Among the organisations part of the network that United Against Hate will tap into are the Bhim Army, Jamaat-e-Islami, Jamiat Ulema-e-hind, Jamaat-e-Islami and Alpsankhyak Adhikar.
Aware of the possible challenges in implementing the idea around the country, Khan said the group is focusing first on strengthening its existing network in the Hindi-speaking states, though other states will also have a presence through affiliate organisations.
This will be done by training activists and junior lawyers in multiple cities on how to engage with the police and courts in cases where lynching has already happened. For now, the cities in which trainings have been organised include Ranchi, Patna, Allahabad, Lucknow, Bhopal, Indore, Ahmedabad and Kolkata.
“We will take these cases from trial courts to the High Courts and the Supreme Court as well. There are many cases we are already involved in across the country in trial courts.
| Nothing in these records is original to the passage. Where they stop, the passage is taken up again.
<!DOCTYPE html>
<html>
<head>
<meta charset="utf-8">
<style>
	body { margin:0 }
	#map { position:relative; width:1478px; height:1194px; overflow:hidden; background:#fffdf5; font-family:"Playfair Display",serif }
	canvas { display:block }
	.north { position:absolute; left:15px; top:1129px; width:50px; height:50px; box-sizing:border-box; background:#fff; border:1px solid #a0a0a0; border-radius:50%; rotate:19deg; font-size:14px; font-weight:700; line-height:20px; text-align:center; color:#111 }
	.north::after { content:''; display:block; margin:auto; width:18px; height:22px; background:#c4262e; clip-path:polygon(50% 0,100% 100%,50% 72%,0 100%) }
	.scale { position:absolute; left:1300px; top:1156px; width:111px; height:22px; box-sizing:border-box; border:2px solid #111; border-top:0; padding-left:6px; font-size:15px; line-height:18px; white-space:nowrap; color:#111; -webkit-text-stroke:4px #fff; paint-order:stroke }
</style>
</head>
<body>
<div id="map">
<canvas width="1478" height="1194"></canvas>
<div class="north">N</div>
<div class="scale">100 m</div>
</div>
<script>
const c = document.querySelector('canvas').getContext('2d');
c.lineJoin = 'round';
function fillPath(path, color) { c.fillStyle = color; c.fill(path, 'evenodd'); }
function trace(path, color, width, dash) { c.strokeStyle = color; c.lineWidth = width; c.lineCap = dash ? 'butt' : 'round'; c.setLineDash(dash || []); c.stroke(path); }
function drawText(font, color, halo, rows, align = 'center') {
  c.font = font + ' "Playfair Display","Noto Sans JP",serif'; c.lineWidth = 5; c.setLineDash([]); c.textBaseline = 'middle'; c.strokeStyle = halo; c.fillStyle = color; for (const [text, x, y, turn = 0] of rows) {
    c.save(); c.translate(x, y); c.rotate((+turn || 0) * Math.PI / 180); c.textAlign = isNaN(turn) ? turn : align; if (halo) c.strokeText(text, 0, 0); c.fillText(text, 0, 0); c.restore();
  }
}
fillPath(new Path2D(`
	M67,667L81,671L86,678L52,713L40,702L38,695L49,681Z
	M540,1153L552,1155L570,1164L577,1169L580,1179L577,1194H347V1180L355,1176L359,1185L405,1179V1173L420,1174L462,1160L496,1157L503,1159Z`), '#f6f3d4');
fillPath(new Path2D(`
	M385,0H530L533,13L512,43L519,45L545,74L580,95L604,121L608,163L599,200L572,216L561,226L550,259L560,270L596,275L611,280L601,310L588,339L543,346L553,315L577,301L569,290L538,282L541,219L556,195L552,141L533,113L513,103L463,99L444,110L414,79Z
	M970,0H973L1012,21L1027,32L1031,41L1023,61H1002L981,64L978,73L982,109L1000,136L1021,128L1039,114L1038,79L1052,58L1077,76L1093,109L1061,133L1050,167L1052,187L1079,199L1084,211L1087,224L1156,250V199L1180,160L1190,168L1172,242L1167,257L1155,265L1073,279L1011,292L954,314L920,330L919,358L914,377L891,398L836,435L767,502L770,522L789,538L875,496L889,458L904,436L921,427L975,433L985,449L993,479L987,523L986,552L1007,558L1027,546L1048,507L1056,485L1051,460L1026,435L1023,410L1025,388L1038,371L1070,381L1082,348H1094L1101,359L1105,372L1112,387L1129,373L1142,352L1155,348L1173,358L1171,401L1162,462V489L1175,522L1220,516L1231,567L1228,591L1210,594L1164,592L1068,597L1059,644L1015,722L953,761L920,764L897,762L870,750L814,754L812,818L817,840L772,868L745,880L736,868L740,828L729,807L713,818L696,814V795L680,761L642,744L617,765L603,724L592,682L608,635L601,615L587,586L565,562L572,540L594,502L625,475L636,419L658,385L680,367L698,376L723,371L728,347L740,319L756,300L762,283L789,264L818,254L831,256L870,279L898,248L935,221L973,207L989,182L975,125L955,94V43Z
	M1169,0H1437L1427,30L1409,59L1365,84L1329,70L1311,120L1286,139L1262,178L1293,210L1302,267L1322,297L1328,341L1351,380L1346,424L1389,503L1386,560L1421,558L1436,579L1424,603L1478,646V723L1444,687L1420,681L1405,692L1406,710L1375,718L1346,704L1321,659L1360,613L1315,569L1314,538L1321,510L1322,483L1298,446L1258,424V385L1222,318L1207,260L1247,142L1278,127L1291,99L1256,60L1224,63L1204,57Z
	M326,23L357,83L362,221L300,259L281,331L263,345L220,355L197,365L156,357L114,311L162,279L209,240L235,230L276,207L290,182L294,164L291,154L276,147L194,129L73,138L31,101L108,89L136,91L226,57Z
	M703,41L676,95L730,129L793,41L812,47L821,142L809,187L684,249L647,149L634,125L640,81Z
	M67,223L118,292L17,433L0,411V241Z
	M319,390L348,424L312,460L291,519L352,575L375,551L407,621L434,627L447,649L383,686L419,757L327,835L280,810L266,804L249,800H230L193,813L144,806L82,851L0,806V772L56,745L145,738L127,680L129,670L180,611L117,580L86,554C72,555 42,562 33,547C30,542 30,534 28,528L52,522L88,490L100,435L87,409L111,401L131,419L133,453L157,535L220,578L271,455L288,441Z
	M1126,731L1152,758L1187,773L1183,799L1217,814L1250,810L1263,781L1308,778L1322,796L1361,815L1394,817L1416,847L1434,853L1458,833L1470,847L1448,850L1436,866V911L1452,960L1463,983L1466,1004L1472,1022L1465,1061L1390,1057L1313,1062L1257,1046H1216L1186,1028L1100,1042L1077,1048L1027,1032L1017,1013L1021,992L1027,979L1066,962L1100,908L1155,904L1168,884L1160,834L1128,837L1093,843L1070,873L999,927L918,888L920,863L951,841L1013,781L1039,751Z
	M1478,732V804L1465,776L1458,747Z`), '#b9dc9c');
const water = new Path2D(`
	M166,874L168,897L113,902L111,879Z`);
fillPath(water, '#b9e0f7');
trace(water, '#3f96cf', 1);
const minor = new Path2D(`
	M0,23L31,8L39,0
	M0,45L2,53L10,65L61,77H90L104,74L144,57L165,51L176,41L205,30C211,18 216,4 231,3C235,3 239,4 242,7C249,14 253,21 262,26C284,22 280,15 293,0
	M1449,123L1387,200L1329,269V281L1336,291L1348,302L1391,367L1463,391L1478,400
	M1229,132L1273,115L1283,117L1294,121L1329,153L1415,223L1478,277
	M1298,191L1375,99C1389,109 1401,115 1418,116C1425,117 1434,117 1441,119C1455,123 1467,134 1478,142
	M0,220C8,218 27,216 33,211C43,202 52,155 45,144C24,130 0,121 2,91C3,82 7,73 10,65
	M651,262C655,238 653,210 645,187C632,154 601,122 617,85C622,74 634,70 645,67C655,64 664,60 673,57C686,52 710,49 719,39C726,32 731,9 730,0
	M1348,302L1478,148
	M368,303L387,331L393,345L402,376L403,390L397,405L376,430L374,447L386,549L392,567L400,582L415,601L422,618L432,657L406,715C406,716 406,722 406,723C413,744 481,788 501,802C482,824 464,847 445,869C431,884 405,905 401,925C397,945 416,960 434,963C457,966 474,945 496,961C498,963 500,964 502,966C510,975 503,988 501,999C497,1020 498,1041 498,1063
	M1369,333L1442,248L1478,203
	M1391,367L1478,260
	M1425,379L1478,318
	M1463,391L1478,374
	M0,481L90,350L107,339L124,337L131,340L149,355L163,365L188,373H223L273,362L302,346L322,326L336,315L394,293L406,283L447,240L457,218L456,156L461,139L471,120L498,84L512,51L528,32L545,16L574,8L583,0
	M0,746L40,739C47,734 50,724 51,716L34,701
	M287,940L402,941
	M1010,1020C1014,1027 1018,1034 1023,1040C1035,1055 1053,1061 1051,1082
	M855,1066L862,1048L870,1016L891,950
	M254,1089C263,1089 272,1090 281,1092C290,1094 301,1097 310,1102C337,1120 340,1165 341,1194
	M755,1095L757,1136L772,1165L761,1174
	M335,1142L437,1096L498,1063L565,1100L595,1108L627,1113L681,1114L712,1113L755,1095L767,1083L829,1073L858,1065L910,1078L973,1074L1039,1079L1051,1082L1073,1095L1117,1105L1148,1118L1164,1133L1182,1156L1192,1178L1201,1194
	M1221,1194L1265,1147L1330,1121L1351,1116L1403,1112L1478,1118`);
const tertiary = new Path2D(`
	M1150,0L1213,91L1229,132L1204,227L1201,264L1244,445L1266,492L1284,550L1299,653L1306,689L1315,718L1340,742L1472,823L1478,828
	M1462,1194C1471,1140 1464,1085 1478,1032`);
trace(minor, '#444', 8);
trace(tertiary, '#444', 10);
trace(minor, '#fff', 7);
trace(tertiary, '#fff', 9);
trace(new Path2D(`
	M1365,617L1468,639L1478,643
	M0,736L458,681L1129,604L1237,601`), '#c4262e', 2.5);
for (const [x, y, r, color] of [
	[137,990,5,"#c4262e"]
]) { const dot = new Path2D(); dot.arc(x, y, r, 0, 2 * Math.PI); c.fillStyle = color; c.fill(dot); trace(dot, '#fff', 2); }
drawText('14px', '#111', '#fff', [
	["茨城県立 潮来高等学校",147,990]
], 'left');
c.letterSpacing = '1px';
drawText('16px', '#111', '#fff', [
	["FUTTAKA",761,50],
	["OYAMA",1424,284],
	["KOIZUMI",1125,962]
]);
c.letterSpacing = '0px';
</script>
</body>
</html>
We have teams of lawyers at different levels,” said Khan.
Apoorvanand told HuffPost India that this effort will help in implementing the rule of law properly on the ground.
“This is meant to help the police and the judiciary. This is not negative but a positive initiative. First as an alarm system and a reinforcement system of support,” he said.
Senior Advocate Sanjay Hegde, who guided the process of drafting a law against lynching last year, is also part of this initiative. Hegde explained that this initiative, from the legal side, is essentially, “an effort to document and to force the rule of law to hold itself” to the set standards. “I have always felt that it is better to light a candle than curse the darkness. In these times of darkness, I hope this candle can throw a little light towards the rule of law,” said Hegde.